Dr. Mueller mentioned that even a decade into the project,
they consider it a bit early to detect significant soil organic
matter changes among their farming systems because field variability
is so great.
Changing our working paradigm
A while back I went to a federal-funding conference where
the sponsors explained that short-term programs were standard
to support junior scientists in their quest for tenure. I
brought up the nearsightedness of this approach, from my perspective,
and explained that bigger collaborations of multiple scientists
from distinctive disciplines are a necessary approach to attacking
the large, complex problems we face in the field of agriculture
science and technology.
These sentiments fell largely on deaf ears.
It comes to mind that we must strip our process of vested
interest and get into problem-solving mode if we are to positively
influence the big long-term challenges facing us as a society.
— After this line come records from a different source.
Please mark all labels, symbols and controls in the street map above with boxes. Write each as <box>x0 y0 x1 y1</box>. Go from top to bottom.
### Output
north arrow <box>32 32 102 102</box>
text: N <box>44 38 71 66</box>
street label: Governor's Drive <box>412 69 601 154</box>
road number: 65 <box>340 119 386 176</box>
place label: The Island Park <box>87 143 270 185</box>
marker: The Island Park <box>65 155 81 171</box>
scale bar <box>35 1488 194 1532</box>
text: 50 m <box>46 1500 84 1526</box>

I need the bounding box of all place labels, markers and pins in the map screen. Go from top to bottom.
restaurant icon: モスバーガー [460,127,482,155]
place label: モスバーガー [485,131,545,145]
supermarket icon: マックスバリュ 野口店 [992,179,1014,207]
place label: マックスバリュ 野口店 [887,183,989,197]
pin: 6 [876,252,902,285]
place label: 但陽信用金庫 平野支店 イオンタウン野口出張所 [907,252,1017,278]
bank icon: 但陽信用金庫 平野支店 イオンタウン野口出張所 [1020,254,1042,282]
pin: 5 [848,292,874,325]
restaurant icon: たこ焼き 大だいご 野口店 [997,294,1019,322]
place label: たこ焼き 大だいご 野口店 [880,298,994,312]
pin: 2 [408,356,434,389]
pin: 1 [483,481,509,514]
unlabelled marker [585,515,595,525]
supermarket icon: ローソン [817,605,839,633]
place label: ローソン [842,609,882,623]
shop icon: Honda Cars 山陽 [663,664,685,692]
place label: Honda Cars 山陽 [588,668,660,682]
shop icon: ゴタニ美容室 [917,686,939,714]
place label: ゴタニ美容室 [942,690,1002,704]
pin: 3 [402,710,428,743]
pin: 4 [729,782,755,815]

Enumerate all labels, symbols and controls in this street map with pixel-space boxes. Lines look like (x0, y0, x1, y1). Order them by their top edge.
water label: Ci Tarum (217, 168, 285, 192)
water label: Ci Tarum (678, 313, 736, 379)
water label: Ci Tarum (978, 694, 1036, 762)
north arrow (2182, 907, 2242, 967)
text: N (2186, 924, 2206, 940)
This will require multiple institution, multiple discipline
work for sustained periods, with a wide-angle approach that
goes far beyond issues of junior faculty tenure. We must also
be proactive in preventing problems before they occur, thereby
circumventing an emergency response mode.
If we are to keep with ancient medical wisdom of “first,
do no harm,” how can we do anything but take a cautionary,
long-term approach? This doctrine of the ancients reflects
precisely the wisdom of supporting long term experimentation.